PROBLEM REQUIREMENTS
Retype the records exactly, including every line.

[Records contained in a dataset]
━━━━━━━━━━━━━━━━━━━━

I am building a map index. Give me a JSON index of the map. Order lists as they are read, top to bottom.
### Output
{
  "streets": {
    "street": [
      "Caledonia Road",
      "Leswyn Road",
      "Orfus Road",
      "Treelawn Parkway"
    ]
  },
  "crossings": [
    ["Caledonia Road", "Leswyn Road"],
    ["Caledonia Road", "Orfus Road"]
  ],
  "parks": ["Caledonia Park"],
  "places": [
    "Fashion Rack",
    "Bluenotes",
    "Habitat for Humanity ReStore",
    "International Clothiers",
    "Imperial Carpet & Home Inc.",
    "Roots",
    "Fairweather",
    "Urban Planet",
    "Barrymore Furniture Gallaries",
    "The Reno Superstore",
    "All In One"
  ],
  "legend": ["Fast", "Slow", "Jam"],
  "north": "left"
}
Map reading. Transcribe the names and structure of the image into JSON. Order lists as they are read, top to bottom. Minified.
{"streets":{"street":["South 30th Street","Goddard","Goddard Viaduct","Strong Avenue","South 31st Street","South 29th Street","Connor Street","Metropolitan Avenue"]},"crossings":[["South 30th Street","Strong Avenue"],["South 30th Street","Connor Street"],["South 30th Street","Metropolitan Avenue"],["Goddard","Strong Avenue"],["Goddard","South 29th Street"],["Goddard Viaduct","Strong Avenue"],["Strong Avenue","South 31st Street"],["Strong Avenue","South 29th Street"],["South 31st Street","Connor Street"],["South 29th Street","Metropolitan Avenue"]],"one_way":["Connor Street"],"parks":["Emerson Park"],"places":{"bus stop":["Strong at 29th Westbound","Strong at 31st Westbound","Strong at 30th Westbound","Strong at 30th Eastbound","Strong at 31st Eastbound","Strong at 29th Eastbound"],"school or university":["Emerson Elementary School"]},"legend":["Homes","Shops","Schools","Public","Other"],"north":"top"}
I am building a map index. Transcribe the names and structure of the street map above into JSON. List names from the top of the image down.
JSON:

━━━━━━━━━━━━━━━━━━━━

RESPONSE FOR THIS EXERCISE
I am building a map index. Give me a JSON index of the map. Order lists as they are read, top to bottom.
### Output
{
  "streets": {
    "street": [
      "Caledonia Road",
      "Leswyn Road",
      "Orfus Road",
      "Treelawn Parkway"
    ]
  },
  "crossings": [
    ["Caledonia Road", "Leswyn Road"],
    ["Caledonia Road", "Orfus Road"]
  ],
  "parks": ["Caledonia Park"],
  "places": [
    "Fashion Rack",
    "Bluenotes",
    "Habitat for Humanity ReStore",
    "International Clothiers",
    "Imperial Carpet & Home Inc.",
    "Roots",
    "Fairweather",
    "Urban Planet",
    "Barrymore Furniture Gallaries",
    "The Reno Superstore",
    "All In One"
  ],
  "legend": ["Fast", "Slow", "Jam"],
  "north": "left"
}
Map reading. Transcribe the names and structure of the image into JSON. Order lists as they are read, top to bottom. Minified.
{"streets":{"street":["South 30th Street","Goddard","Goddard Viaduct","Strong Avenue","South 31st Street","South 29th Street","Connor Street","Metropolitan Avenue"]},"crossings":[["South 30th Street","Strong Avenue"],["South 30th Street","Connor Street"],["South 30th Street","Metropolitan Avenue"],["Goddard","Strong Avenue"],["Goddard","South 29th Street"],["Goddard Viaduct","Strong Avenue"],["Strong Avenue","South 31st Street"],["Strong Avenue","South 29th Street"],["South 31st Street","Connor Street"],["South 29th Street","Metropolitan Avenue"]],"one_way":["Connor Street"],"parks":["Emerson Park"],"places":{"bus stop":["Strong at 29th Westbound","Strong at 31st Westbound","Strong at 30th Westbound","Strong at 30th Eastbound","Strong at 31st Eastbound","Strong at 29th Eastbound"],"school or university":["Emerson Elementary School"]},"legend":["Homes","Shops","Schools","Public","Other"],"north":"top"}
I am building a map index. Transcribe the names and structure of the street map above into JSON. List names from the top of the image down.
JSON:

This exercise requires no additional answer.